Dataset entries

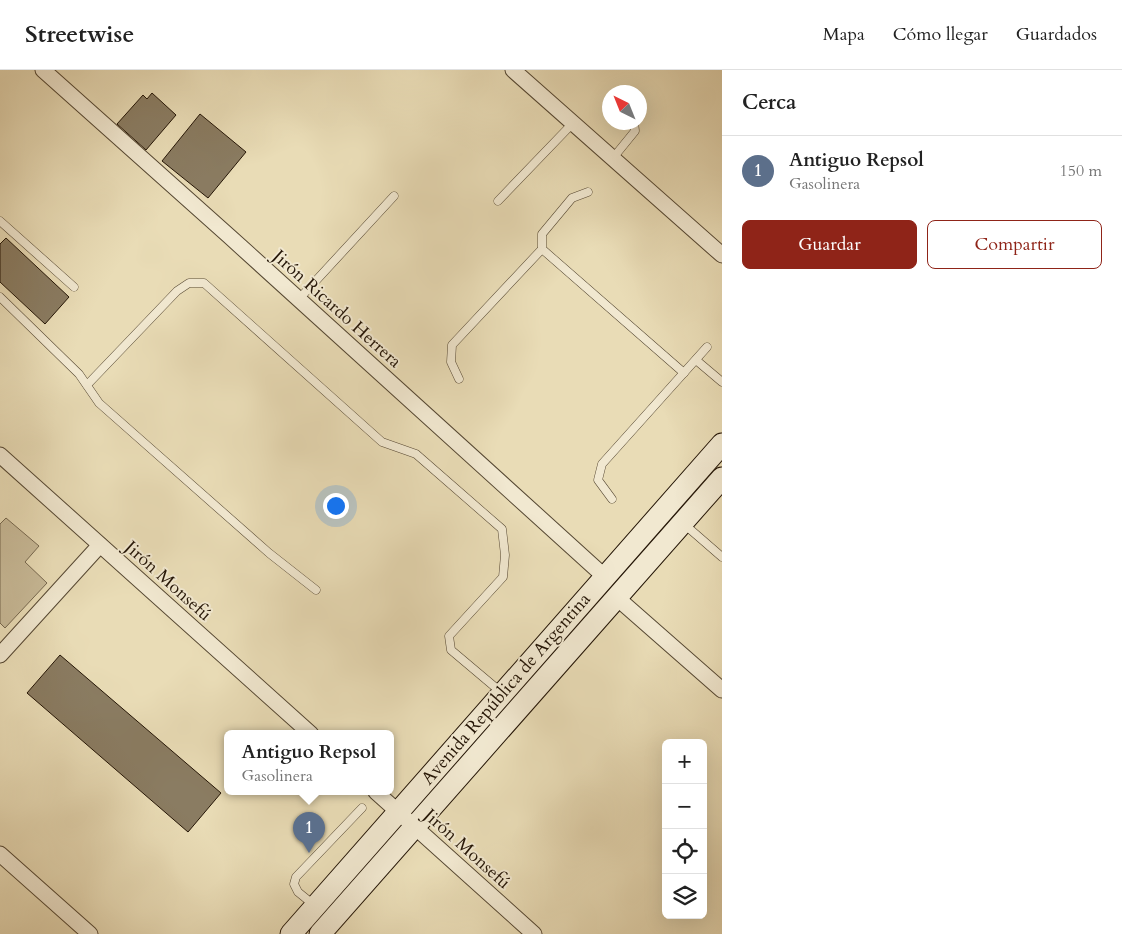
<!DOCTYPE html>
<html lang="es">
<head>
<meta charset="utf-8">
<style>
	:root { --surface:#fff; --page:#f2f2f2; --text:#222; --muted:#767676; --line:#e0e0e0; --accent:#8f2418 }
	body { margin:0; font-family:Cardo,serif; background:var(--page); color:var(--text) }
	.controls { position:absolute; right:15px; bottom:15px; display:grid; overflow:hidden; border-radius:8px; box-shadow:0 5px 20px #0002 }
	.controls button { width:45px; height:45px; display:grid; place-items:center; padding:0; border:0; border-bottom:1px solid var(--line); background:var(--surface); color:var(--text); font:25px sans-serif }
	.compass { position:absolute; left:602px; top:15px; width:45px; height:45px; border-radius:50%; background:var(--surface); box-shadow:0 5px 20px #0002; rotate:317deg }
	.you { position:absolute; left:335px; top:435px; width:18px; height:18px; margin:-12px; border:4px solid #fff; border-radius:50%; background:#1a73e8; box-shadow:0 0 0 8px #1a73e833 }
	.badge { display:grid; place-items:center; width:32px; height:32px; border-radius:50%; background:var(--accent); color:#fff; font-size:16px; font-weight:700 }
	.pin { position:absolute; translate:-50% -41px; filter:drop-shadow(0 1px 2px #0008) }
	.pin::after { content:''; position:absolute; top:26px; width:18px; height:15px; background:inherit; clip-path:polygon(0 0,100% 0,50% 100%) }
	.popup { position:absolute; left:224px; top:660px; width:170px; height:65px; box-sizing:border-box; display:grid; place-content:center; border-radius:8px; background:var(--surface); filter:drop-shadow(0 1px 4px #0005); font-size:16px; white-space:nowrap; color:var(--muted) }
	.popup b { font-size:19px; color:var(--text) }
	.popup::after { content:''; position:absolute; left:50%; top:100%; margin-left:-10px; border:10px solid transparent; border-top-color:var(--surface) }
	.list { margin:0; padding:0; list-style:none }
	h2 { display:flex; justify-content:space-between; align-items:center; height:65px; margin:0; padding:0 20px; font-size:21px }
	h2 small { font-size:16px; font-weight:400; color:var(--muted) }
	.list li { display:grid; grid-template-columns:32px 1fr auto; gap:15px; align-items:center; box-sizing:border-box; height:70px; padding:0 20px; border-top:1px solid var(--line) }
	.list b { display:block; font-size:19px; white-space:nowrap }
	.list p { margin:0; font-size:16px; white-space:nowrap; color:var(--muted) }
	.list em { font-size:16px; font-style:normal; color:var(--muted) }
	.actions { display:flex; gap:10px; padding:15px 20px }
	.actions a { flex:1; padding:11px 0; border:1px solid var(--accent); border-radius:8px; text-align:center; font-size:18px; color:var(--accent) }
	.actions .main { background:var(--accent); color:#fff }
	.icon { flex:none; width:28px; height:28px; fill:none; stroke:currentColor; stroke-width:2; stroke-linecap:round; stroke-linejoin:round }
	.map { position:relative; flex:none; width:722px; height:864px; overflow:hidden }
	header { display:flex; align-items:center; gap:30px; box-sizing:border-box; height:70px; padding:0 25px; background:var(--surface); border-bottom:1px solid var(--line) }
	header strong { font-size:24px }
	nav { display:flex; gap:28px; margin-inline-start:auto; font-size:18px }
	main { display:flex }
	aside { flex:1; background:var(--surface) }
	.map>svg:first-child { display:block }
</style>
</head>
<body>
<header>
<strong>Streetwise</strong>
<nav><a>Mapa</a><a>Cómo llegar</a><a>Guardados</a></nav>
</header>
<main>
<div class="map">
<svg width="722" height="864" viewBox="0 0 722 864">
	<rect width="100%" height="100%" fill="#e9dcb6"/>
	<filter id="stains"><feTurbulence type="fractalNoise" baseFrequency=".004" numOctaves="4"/><feColorMatrix values="0 0 0 0 .2 0 0 0 0 .09 0 0 0 0 .02 0 0 0 .5 -.17"/></filter>
	<radialGradient id="worn" r=".72"><stop offset=".6" stop-color="#630" stop-opacity="0"/><stop offset="1" stop-color="#630" stop-opacity=".3"/></radialGradient>
	<polygon fill="#c8ba98" stroke="#76684f" points="6,448 39,476 25,492 47,513 5,558 0,553 0,454"/>
	<g fill="#8a7c62" stroke="#241506">
		<polygon points="152,23 176,45 146,80 117,54 143,25 147,29"/>
		<polygon points="200,44 246,82 208,128 162,91"/>
		<polygon points="6,168 69,227 45,254 0,212 0,174"/>
		<polygon points="60,585 221,723 188,762 27,623"/>
	</g>
	<g fill="none" stroke-linecap="round" stroke-linejoin="round">
		<defs>
			<g id="service">
				<polyline points="613,88 635,61 634,52"/>
				<polyline points="588,122 572,128 542,164 542,179 684,303"/>
				<polyline points="498,131 573,53"/>
				<polyline points="0,151 74,217"/>
				<polyline points="0,227 79,304 99,333 269,483 316,520"/>
				<polyline points="299,229 394,126"/>
				<polyline points="696,290 722,312"/>
				<polyline points="459,309 451,292 452,275 542,179"/>
				<polyline points="87,315 177,221 189,213 204,213 382,372 416,384 502,459 505,485 503,507 449,566 451,580 502,623"/>
				<polyline points="612,429 598,410 602,394 707,277"/>
				<polyline points="684,454 722,487"/>
				<polyline points="314,835 298,822 294,814 296,807 362,738"/>
			</g>
			<g id="minor">
				<polyline points="43,0 229,166 605,507"/>
				<polyline points="513,0 722,185"/>
				<polyline points="0,385 311,664"/>
				<polyline points="616,527 722,620"/>
				<polyline points="0,585 100,475"/>
				<polyline points="376,722 534,864"/>
				<polyline points="0,784 90,864"/>
			</g>
			<g id="secondary">
				<polyline points="291,864 722,374"/>
				<polyline points="320,864 722,408"/>
			</g>
		</defs>
		<use href="#service" stroke="#554732" stroke-width="9"/>
		<use href="#minor" stroke="#554732" stroke-width="17"/>
		<use href="#secondary" stroke="#241506" stroke-width="23"/>
		<use href="#service" stroke="#f1e8d0" stroke-width="8"/>
		<use href="#minor" stroke="#f1e8d0" stroke-width="15"/>
		<use href="#secondary" stroke="#f1e8d0" stroke-width="21"/>
	</g>
	<g text-anchor="middle" dominant-baseline="central" stroke-width="4" stroke-linejoin="round" paint-order="stroke">
		<g font-size="18" fill="#241506" stroke="#f1e8d0">
			<text transform="translate(337 239) rotate(42)">Jirón Ricardo Herrera</text>
			<text transform="translate(168 511) rotate(42)">Jirón Monsefú</text>
			<text transform="translate(506 619) rotate(-49)">Avenida República de Argentina</text>
			<text transform="translate(467 779) rotate(42)">Jirón Monsefú</text>
		</g>
	</g>
	<rect width="100%" height="100%" filter="url(#stains)"/>
	<rect width="100%" height="100%" fill="url(#worn)"/>
</svg>
<div class="controls">
<button>+</button>
<button>−</button>
<button><svg class="icon" aria-label="locate" viewBox="0 0 24 24"><circle cx="12" cy="12" r="6"/><path d="M12 2v4M12 18v4M2 12h4M18 12h4"/></svg></button>
<button><svg class="icon" aria-label="layers" viewBox="0 0 24 24"><path d="M12 4l9 5-9 5-9-5zM3 14l9 5 9-5"/></svg></button>
</div>
<svg class="compass" viewBox="-18 -18 36 36"><path d="M0-13l5 13h-10z" fill="#e53935"/><path d="M0 13l5-13h-10z" fill="#767676"/></svg>
<div class="you"></div>
<div class="pin badge" style="left:309px;top:783px;background:#5c6f8a">1</div>
<div class="popup"><b>Antiguo Repsol</b>Gasolinera</div>
</div>
<aside>
<h2>Cerca<small></small></h2>
<ul class="list">
<li><span class="badge" style="background:#5c6f8a">1</span><div><b>Antiguo Repsol</b><p>Gasolinera</p></div><em>150 m</em></li>
</ul>
<div class="actions"><a class="main">Guardar</a><a>Compartir</a></div>
</aside>
</main>
</body>
</html>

Work request -
Your task is to reproduce exactly the lines from the start of the data above through the line containing "width:45px; height:45px; display:grid;", leaving every picture out.

Your solution -
<!DOCTYPE html>
<html lang="es">
<head>
<meta charset="utf-8">
<style>
	:root { --surface:#fff; --page:#f2f2f2; --text:#222; --muted:#767676; --line:#e0e0e0; --accent:#8f2418 }
	body { margin:0; font-family:Cardo,serif; background:var(--page); color:var(--text) }
	.controls { position:absolute; right:15px; bottom:15px; display:grid; overflow:hidden; border-radius:8px; box-shadow:0 5px 20px #0002 }
	.controls button { width:45px; height:45px; display:grid; place-items:center; padding:0; border:0; border-bottom:1px solid var(--line); background:var(--surface); color:var(--text); font:25px sans-serif }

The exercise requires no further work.